* **PROBLEM STATEMENT**
Find the word "absolute" in the material below and gather every line that contains it.

* **RECORDS TO USE**

::::

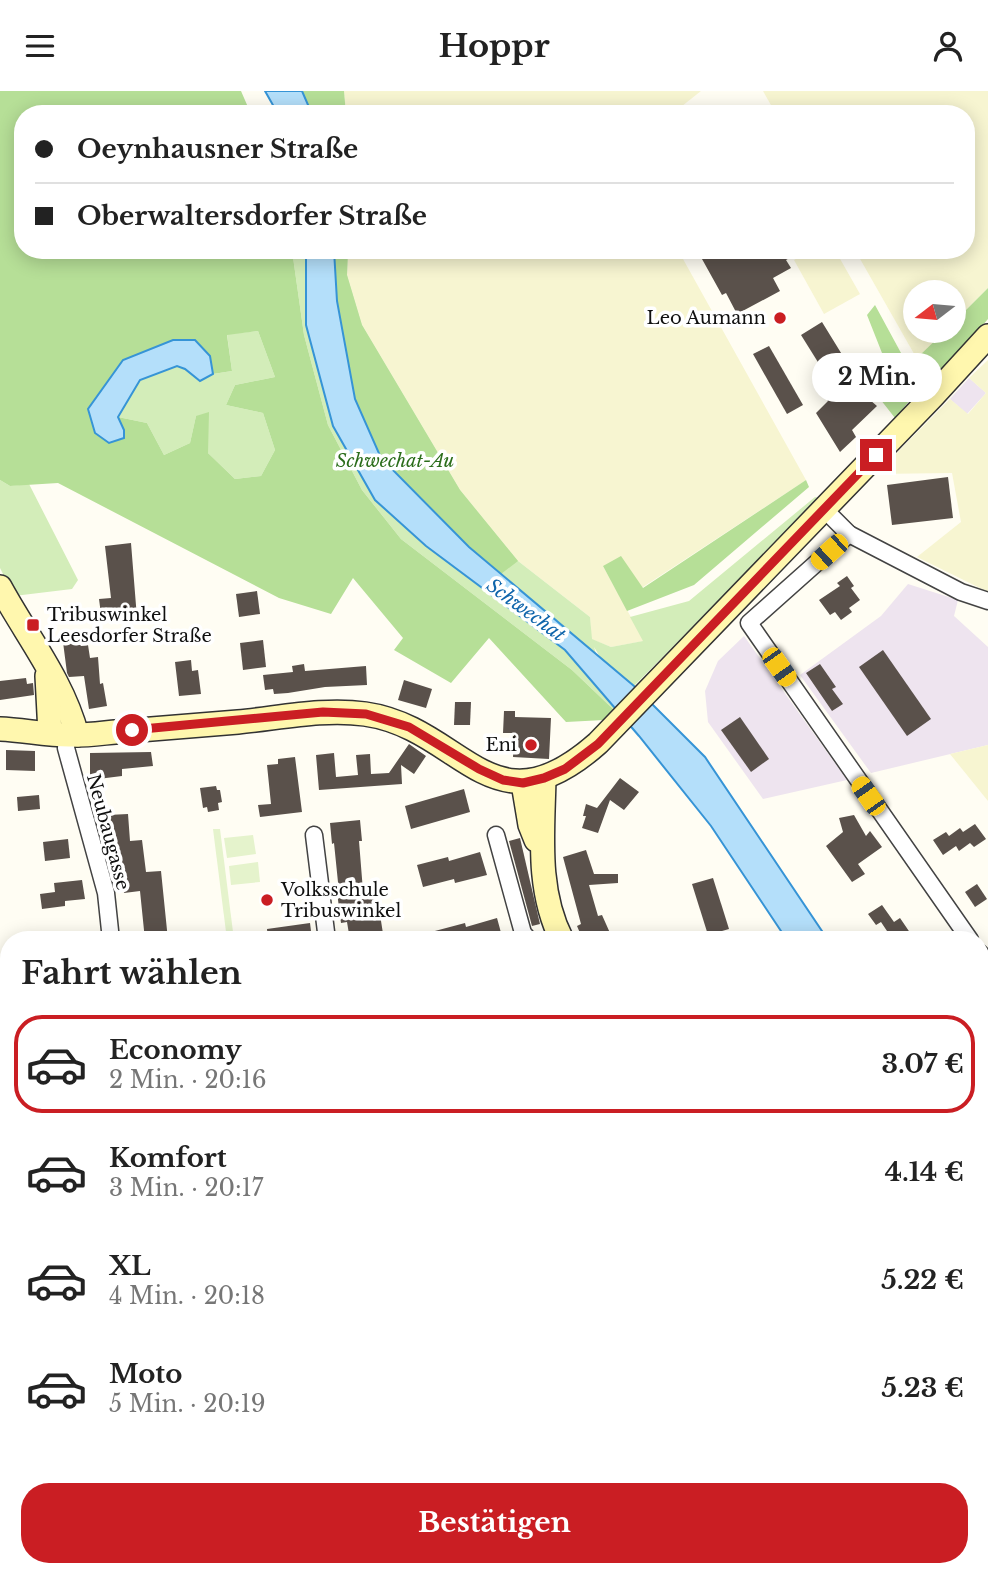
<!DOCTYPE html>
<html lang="de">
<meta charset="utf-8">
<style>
:root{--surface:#fff;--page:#f6f6f6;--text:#222;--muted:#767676;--line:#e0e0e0;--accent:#ca1e23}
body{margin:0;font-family:"Libre Baskerville",serif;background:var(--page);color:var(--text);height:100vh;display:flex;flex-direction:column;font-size:26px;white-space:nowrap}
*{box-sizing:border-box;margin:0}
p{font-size:23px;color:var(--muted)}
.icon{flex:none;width:38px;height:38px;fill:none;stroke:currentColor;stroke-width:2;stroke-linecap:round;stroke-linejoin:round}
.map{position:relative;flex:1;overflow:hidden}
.panel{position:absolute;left:0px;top:840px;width:989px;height:646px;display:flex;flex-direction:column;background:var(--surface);border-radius:28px 28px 0 0;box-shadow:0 4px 18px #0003}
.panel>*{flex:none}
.guide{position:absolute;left:14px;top:14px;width:961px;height:154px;border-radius:28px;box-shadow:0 4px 18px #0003;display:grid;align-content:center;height:154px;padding:0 21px;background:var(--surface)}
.needle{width:46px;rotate:254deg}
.buttons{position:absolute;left:903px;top:189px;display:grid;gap:14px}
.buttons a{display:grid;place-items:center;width:63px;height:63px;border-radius:50%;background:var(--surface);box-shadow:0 4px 18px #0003;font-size:35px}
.end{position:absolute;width:32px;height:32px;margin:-16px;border:9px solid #ca1e23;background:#fff;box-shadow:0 0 0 4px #fff}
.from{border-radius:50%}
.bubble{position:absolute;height:49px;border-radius:24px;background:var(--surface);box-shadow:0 4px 18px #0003;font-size:23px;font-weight:700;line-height:49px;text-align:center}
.car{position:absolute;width:21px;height:42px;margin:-21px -10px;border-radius:9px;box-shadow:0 0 5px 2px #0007;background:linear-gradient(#f5c518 24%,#345 0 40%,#f5c518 0 76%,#345 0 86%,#f5c518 0)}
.guide b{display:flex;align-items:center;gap:24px;height:66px;font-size:26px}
.guide b+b{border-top:2px solid var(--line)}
.guide i{width:18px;height:18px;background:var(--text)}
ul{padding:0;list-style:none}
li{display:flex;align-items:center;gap:21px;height:98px;margin:0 14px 10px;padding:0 7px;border:4px solid transparent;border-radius:28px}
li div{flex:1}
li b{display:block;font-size:26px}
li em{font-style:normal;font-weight:700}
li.on{border-color:var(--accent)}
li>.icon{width:63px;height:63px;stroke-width:1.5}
h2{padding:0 21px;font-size:32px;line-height:84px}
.action{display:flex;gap:14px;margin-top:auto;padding:14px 21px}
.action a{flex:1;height:80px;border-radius:28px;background:var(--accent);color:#fff;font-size:28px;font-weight:700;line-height:80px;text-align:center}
header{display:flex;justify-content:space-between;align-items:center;height:91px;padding:0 21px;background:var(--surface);font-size:32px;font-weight:700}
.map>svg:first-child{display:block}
</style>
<header><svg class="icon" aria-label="menu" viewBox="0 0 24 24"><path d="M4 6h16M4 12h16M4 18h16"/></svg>Hoppr<svg class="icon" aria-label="person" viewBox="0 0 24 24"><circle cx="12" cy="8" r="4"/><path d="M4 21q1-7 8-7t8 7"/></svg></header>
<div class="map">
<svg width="988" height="1485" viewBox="0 0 988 1485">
<rect width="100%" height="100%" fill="#fffdf3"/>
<g fill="#eee4ef">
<polygon points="969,287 986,302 967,323 950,308"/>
<polygon points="908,493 958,509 954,525 988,556 988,654 871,682 800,584 881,525"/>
<polygon points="744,545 847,689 763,708 708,631 705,600 718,570"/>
</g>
<g fill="#f7f5d1">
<polygon points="344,0 701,0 672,23 346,23"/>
<polygon points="763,0 988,0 988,197 954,231 954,201 915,201 915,240 945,240 917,268 855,159 966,159 966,23 776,23"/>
<polygon points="348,159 678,159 806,389 640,498 603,475 644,550 611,556 591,548 590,526 518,470 460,399 362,234 347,184"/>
<polygon points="803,159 835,159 860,203 824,223 794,169 805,163"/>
<polygon points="988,269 988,501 917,466 961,431 952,382 876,383 950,308 968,323 986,302 969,287"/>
<polygon points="988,654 988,710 950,663"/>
</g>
<g fill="#d3edb9">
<polygon points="292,159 348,159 347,184 362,234 460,399 518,470 590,526 592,548 611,556 643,550 630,526 689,510 815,406 819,407 634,595 600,566 594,556 614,619 572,579 401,448 362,399 328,334 304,244"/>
<polygon points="258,240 275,286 235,294 226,314 263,322 275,359 261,385 235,388 208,362 196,325 190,352 164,364 147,332 118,326 140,289 177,275 185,278 200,290 213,283 232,280 227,243"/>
<polygon points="0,389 10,395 29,393 78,489 72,498 14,505 0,477"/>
</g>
<g fill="#b6df97" fill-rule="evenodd">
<path d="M0 0H241L251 23H23V159H292L304 244 328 334 362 399 401 448 572 579 614 619 604 629 566 631 489 547 451 592 394 559 403 547 353 487 331 523 279 507 58 392 10 395 0 389ZM258 240 275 286 235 294 226 314 263 322 275 359 261 385 235 388 208 362 209 321 196 325 190 352 164 364 147 332 118 326 123 269 210 265 213 283 232 280 227 244Z"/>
<polygon points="302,0 344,0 346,23 312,23"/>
<polygon points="334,159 348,159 347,184 362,234 460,399 518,470 501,483 469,456 381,367 355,308 337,210"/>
<polygon points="988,197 988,228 935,288 918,266 945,240 954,240 954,231"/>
<polygon points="875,214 920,297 895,327 862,285 882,262 867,224"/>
<polygon points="806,389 809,396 694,494 627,520 603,475 621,465 643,497"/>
</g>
<g fill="#e5f3cc">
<polygon points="220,738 234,849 227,849 213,738"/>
<polygon points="253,744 256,763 227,767 224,747"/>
<polygon points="258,771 260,791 231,794 229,775"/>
</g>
<g fill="#b4dffa" stroke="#3694d6" stroke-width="2">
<polygon points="265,0 302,0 312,23 278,23"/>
<polygon points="306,159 334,159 337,210 355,308 381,367 469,456 634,595 705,666 828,849 787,849 711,735 639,645 565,559 426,455 375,409 333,335 306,234"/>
<polygon points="173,249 195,249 210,265 213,283 200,290 185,278 177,275 140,289 118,326 124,339 124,347 109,352 95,342 88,318 123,269"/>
</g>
<g fill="#5a514b">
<polygon points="697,159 804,159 786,169 791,177 773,187 780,200 737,223 726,202 722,204"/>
<polygon points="822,231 870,309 877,315 852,339 856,346 840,361 816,322 828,310 817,290 826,284 801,244"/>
<polygon points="769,255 803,314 787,323 753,263"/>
<polygon points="948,386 953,427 892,434 887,394"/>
<polygon points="131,452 137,527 102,531 99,508 111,507 105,455"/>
<polygon points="847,485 854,495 851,497 860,509 849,517 852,521 841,529 835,521 830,524 819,509 840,495 837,492"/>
<polygon points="257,500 260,523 239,526 236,503"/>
<polygon points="80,549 81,555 88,554 90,567 98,566 100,593 103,592 107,615 89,618 84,585 69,586 67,582 63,551"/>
<polygon points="263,549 266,576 243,579 240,552"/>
<polygon points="883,559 931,628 907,645 859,576"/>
<polygon points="191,569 192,580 198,579 201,603 179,605 175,571"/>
<polygon points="304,573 305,580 366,575 367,594 325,596 288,602 274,603 273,598 265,599 263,584 293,581 292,575"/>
<polygon points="820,573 836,596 832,598 843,613 832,620 806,582"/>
<polygon points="26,587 27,593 33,592 34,604 0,609 0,590"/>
<polygon points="404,589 432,598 426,617 398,609"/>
<polygon points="455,611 471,611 470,634 454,634"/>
<polygon points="504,620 515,620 515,626 551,627 549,668 513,666 514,642 503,642"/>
<polygon points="740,626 769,668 751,681 721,639"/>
<polygon points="409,653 426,665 414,683 401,674 402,693 319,699 316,664 334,662 336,686 358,684 356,664 370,663 371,683 389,682"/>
<polygon points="6,659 35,660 35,680 6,679"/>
<polygon points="151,661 153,675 122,678 122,685 90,689 90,662"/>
<polygon points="295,666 302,721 260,726 258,714 271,713 267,674 278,673 278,668"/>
<polygon points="620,687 639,701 624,719 610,709 598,742 582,737 586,725 583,725 586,713 597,717"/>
<polygon points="216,695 217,699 220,699 222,711 218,712 219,719 208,721 207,716 203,717 200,697"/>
<polygon points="464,698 470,721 411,738 405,715"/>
<polygon points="39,704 40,718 18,720 17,706"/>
<polygon points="128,723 130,750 142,749 146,781 161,780 168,849 145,849 140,800 124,802 115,742 109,742 108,724"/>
<polygon points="854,724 866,745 870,740 882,756 858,773 865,783 852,791 826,755 843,741 839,727"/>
<polygon points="360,729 362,750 359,750 363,800 376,798 384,849 350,849 347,831 341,832 337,801 339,801 334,752 332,753 330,732"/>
<polygon points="975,733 986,748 974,756 970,752 959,760 956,755 943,764 933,749 946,741 949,745 960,737 963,741"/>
<polygon points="520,747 540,833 532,835 509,750"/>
<polygon points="68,748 70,767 45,770 43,751"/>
<polygon points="586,759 594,783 618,783 618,792 589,794 598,825 602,824 610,842 593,849 583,849 577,835 581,833 563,766"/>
<polygon points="480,761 487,784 455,792 454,788 423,796 417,774 448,766 449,770"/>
<polygon points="713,787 729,838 708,844 692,793"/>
<polygon points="82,789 85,808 65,810 65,815 42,818 40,803 55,801 54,792"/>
<polygon points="977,793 987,808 975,816 965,801"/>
<polygon points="882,814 894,831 900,827 915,849 893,849 881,831 876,834 868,823"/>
<polygon points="497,827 503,849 416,849 416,845 465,832 466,836"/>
<polygon points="310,832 312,848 268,849 267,838"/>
</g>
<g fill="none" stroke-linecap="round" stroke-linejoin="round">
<defs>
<g id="street">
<polyline points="824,418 849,443 749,532 970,849"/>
<polyline points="849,443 961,501 988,510"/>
<polyline points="67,644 66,657 106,802 111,849"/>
<polyline points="314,744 327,849"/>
<polyline points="496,744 523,842 529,849"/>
<polyline points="980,862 988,873"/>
<polyline points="0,1275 9,1311"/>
<polyline points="176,1477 177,1485"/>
<polyline points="140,1485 154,1477"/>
<polyline points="564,1485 568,1477"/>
<polyline points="592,1485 595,1477"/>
</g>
<g id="secondary">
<path d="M0 496C26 544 63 590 77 644"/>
<polyline points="47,585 50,642"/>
<path d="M0 638C23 639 46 644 69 644 88 645 108 641 127 640 164 637 201 634 238 631 280 627 324 617 365 623 464 637 491 747 598 652L933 305 988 245"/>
<path d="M544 687C543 741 536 799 562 849"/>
<polyline points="523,692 530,734 536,749"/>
<polyline points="887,1477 890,1485"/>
</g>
</defs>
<use href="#street" stroke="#434343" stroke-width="19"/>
<use href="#secondary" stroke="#323232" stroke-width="26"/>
<use href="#street" stroke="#fff" stroke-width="16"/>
<use href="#secondary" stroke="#fff7ae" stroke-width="23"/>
</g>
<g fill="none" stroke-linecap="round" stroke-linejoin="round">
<polyline stroke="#ca1e23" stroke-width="9" points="132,639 323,621 366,623 409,636 479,678 503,689 523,692 544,687 565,678 598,653 876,364"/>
</g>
<g fill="#ca1e23" stroke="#fff" stroke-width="2.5">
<circle cx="780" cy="227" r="7"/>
<rect x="26" y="527" width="14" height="14" rx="3.5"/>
<circle cx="531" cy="654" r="7"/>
<circle cx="267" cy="809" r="7"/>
</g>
<g text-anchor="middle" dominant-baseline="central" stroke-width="7" stroke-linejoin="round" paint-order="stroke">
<g font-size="18" fill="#101010" stroke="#fff" text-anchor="end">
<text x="766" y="227">Leo Aumann</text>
<text x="47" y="524" text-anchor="start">Tribuswinkel<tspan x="47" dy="21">Leesdorfer Straße</tspan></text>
<text x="517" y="654">Eni</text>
<text x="281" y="799" text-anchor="start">Volksschule<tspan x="281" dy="21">Tribuswinkel</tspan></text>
</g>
<g font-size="18" font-style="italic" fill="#2b6d1b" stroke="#fff">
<text x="395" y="370">Schwechat-Au</text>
</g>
<g font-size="18" fill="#101010" stroke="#fff">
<text transform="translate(108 741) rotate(75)">Neubaugasse</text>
</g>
<g font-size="19" font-style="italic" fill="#0f65ab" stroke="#fff">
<text transform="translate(526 519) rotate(36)">Schwechat</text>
</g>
</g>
</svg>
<div class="buttons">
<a><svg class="needle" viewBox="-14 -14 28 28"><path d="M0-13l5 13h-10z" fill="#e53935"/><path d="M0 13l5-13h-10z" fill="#767676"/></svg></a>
</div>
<i class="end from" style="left:132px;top:639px"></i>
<i class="end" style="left:876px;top:364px"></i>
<div class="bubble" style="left:812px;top:262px;width:130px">2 Min.</div>
<i class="car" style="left:829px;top:461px;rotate:228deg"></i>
<i class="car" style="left:779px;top:576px;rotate:145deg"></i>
<i class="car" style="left:868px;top:705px;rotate:325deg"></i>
<div class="guide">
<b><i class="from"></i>Oeynhausner Straße</b>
<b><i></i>Oberwaltersdorfer Straße</b>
</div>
<section class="panel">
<h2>Fahrt wählen</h2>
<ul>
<li class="on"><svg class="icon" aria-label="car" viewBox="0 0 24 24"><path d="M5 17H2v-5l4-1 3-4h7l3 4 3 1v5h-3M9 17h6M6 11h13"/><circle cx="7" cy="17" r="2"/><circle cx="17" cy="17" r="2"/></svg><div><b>Economy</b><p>2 Min. · 20:16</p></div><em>3.07 €</em></li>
<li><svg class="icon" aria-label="car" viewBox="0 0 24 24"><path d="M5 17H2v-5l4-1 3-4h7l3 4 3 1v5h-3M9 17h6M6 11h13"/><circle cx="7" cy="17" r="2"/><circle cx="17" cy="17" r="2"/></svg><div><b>Komfort</b><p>3 Min. · 20:17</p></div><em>4.14 €</em></li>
<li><svg class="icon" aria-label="car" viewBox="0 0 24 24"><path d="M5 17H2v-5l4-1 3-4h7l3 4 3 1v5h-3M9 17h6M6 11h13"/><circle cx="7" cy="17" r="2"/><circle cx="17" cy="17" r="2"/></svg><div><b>XL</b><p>4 Min. · 20:18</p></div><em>5.22 €</em></li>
<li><svg class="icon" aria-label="car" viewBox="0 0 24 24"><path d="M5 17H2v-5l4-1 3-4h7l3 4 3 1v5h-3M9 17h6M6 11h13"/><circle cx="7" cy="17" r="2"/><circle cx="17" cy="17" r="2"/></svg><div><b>Moto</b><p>5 Min. · 20:19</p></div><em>5.23 €</em></li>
</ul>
<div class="action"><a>Bestätigen</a></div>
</section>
</div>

::::

* **SOLUTION TO THIS EXERCISE**
.panel{position:absolute;left:0px;top:840px;width:989px;height:646px;display:flex;flex-direction:column;background:var(--surface);border-radius:28px 28px 0 0;box-shadow:0 4px 18px #0003}
.guide{position:absolute;left:14px;top:14px;width:961px;height:154px;border-radius:28px;box-shadow:0 4px 18px #0003;display:grid;align-content:center;height:154px;padding:0 21px;background:var(--surface)}
.buttons{position:absolute;left:903px;top:189px;display:grid;gap:14px}
.end{position:absolute;width:32px;height:32px;margin:-16px;border:9px solid #ca1e23;background:#fff;box-shadow:0 0 0 4px #fff}
.bubble{position:absolute;height:49px;border-radius:24px;background:var(--surface);box-shadow:0 4px 18px #0003;font-size:23px;font-weight:700;line-height:49px;text-align:center}
.car{position:absolute;width:21px;height:42px;margin:-21px -10px;border-radius:9px;box-shadow:0 0 5px 2px #0007;background:linear-gradient(#f5c518 24%,#345 0 40%,#f5c518 0 76%,#345 0 86%,#f5c518 0)}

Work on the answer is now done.